■ **WHAT YOU ARE ASKED TO DO**: Reproduce the full listing that follows, matching it exactly.

■ **AVAILABLE RECORDS**:
--

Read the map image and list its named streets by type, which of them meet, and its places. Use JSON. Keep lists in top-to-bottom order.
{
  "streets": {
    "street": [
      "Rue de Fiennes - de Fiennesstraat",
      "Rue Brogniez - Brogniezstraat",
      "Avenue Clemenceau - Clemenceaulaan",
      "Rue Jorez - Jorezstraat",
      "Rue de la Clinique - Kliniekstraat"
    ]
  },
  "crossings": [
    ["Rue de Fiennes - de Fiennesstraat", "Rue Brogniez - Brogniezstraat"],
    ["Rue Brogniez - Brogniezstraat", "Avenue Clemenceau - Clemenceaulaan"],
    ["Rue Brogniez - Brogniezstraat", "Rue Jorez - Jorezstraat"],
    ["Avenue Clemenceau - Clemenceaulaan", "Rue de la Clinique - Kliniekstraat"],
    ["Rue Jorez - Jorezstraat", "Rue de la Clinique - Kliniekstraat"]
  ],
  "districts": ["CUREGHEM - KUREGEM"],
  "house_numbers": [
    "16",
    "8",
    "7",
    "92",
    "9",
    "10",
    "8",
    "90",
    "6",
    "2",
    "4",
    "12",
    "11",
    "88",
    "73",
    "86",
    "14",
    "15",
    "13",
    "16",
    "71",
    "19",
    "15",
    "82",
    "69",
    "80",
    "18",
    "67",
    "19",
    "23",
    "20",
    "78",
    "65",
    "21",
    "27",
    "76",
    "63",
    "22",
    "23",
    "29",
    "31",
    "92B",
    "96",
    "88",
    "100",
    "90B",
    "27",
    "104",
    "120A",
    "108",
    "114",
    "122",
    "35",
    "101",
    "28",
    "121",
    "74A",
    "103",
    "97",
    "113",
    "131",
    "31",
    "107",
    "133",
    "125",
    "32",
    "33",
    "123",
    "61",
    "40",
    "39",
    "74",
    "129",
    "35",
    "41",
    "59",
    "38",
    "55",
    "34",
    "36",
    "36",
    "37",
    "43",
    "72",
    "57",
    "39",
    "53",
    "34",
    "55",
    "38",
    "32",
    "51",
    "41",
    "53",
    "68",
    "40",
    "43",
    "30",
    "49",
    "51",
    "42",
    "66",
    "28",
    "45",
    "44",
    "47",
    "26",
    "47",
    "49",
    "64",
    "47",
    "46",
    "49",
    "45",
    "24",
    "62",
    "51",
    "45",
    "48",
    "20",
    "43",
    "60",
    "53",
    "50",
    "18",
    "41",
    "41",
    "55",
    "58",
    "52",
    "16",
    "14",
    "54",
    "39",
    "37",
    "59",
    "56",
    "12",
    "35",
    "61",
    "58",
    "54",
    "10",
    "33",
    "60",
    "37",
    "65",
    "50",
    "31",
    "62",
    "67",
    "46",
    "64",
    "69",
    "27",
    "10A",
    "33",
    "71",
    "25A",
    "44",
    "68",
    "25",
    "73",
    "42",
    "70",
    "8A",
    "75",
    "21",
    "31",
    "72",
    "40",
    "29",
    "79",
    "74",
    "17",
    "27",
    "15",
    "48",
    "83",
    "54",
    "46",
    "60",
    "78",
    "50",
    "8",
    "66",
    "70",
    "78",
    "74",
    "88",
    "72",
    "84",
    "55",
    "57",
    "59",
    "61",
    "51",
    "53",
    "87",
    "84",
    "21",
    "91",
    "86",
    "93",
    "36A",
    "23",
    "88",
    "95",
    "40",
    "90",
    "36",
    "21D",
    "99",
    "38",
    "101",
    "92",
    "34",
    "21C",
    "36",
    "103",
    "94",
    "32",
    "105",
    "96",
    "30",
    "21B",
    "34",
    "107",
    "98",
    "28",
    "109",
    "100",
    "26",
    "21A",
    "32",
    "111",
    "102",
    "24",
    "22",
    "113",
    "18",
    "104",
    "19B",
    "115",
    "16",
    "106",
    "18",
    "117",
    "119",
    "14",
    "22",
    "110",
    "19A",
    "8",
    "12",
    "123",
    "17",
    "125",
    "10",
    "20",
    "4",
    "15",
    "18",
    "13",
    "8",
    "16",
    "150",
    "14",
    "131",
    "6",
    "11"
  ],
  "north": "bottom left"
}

--

■ **EXERCISE ANSWER**:
Read the map image and list its named streets by type, which of them meet, and its places. Use JSON. Keep lists in top-to-bottom order.
{
  "streets": {
    "street": [
      "Rue de Fiennes - de Fiennesstraat",
      "Rue Brogniez - Brogniezstraat",
      "Avenue Clemenceau - Clemenceaulaan",
      "Rue Jorez - Jorezstraat",
      "Rue de la Clinique - Kliniekstraat"
    ]
  },
  "crossings": [
    ["Rue de Fiennes - de Fiennesstraat", "Rue Brogniez - Brogniezstraat"],
    ["Rue Brogniez - Brogniezstraat", "Avenue Clemenceau - Clemenceaulaan"],
    ["Rue Brogniez - Brogniezstraat", "Rue Jorez - Jorezstraat"],
    ["Avenue Clemenceau - Clemenceaulaan", "Rue de la Clinique - Kliniekstraat"],
    ["Rue Jorez - Jorezstraat", "Rue de la Clinique - Kliniekstraat"]
  ],
  "districts": ["CUREGHEM - KUREGEM"],
  "house_numbers": [
    "16",
    "8",
    "7",
    "92",
    "9",
    "10",
    "8",
    "90",
    "6",
    "2",
    "4",
    "12",
    "11",
    "88",
    "73",
    "86",
    "14",
    "15",
    "13",
    "16",
    "71",
    "19",
    "15",
    "82",
    "69",
    "80",
    "18",
    "67",
    "19",
    "23",
    "20",
    "78",
    "65",
    "21",
    "27",
    "76",
    "63",
    "22",
    "23",
    "29",
    "31",
    "92B",
    "96",
    "88",
    "100",
    "90B",
    "27",
    "104",
    "120A",
    "108",
    "114",
    "122",
    "35",
    "101",
    "28",
    "121",
    "74A",
    "103",
    "97",
    "113",
    "131",
    "31",
    "107",
    "133",
    "125",
    "32",
    "33",
    "123",
    "61",
    "40",
    "39",
    "74",
    "129",
    "35",
    "41",
    "59",
    "38",
    "55",
    "34",
    "36",
    "36",
    "37",
    "43",
    "72",
    "57",
    "39",
    "53",
    "34",
    "55",
    "38",
    "32",
    "51",
    "41",
    "53",
    "68",
    "40",
    "43",
    "30",
    "49",
    "51",
    "42",
    "66",
    "28",
    "45",
    "44",
    "47",
    "26",
    "47",
    "49",
    "64",
    "47",
    "46",
    "49",
    "45",
    "24",
    "62",
    "51",
    "45",
    "48",
    "20",
    "43",
    "60",
    "53",
    "50",
    "18",
    "41",
    "41",
    "55",
    "58",
    "52",
    "16",
    "14",
    "54",
    "39",
    "37",
    "59",
    "56",
    "12",
    "35",
    "61",
    "58",
    "54",
    "10",
    "33",
    "60",
    "37",
    "65",
    "50",
    "31",
    "62",
    "67",
    "46",
    "64",
    "69",
    "27",
    "10A",
    "33",
    "71",
    "25A",
    "44",
    "68",
    "25",
    "73",
    "42",
    "70",
    "8A",
    "75",
    "21",
    "31",
    "72",
    "40",
    "29",
    "79",
    "74",
    "17",
    "27",
    "15",
    "48",
    "83",
    "54",
    "46",
    "60",
    "78",
    "50",
    "8",
    "66",
    "70",
    "78",
    "74",
    "88",
    "72",
    "84",
    "55",
    "57",
    "59",
    "61",
    "51",
    "53",
    "87",
    "84",
    "21",
    "91",
    "86",
    "93",
    "36A",
    "23",
    "88",
    "95",
    "40",
    "90",
    "36",
    "21D",
    "99",
    "38",
    "101",
    "92",
    "34",
    "21C",
    "36",
    "103",
    "94",
    "32",
    "105",
    "96",
    "30",
    "21B",
    "34",
    "107",
    "98",
    "28",
    "109",
    "100",
    "26",
    "21A",
    "32",
    "111",
    "102",
    "24",
    "22",
    "113",
    "18",
    "104",
    "19B",
    "115",
    "16",
    "106",
    "18",
    "117",
    "119",
    "14",
    "22",
    "110",
    "19A",
    "8",
    "12",
    "123",
    "17",
    "125",
    "10",
    "20",
    "4",
    "15",
    "18",
    "13",
    "8",
    "16",
    "150",
    "14",
    "131",
    "6",
    "11"
  ],
  "north": "bottom left"
}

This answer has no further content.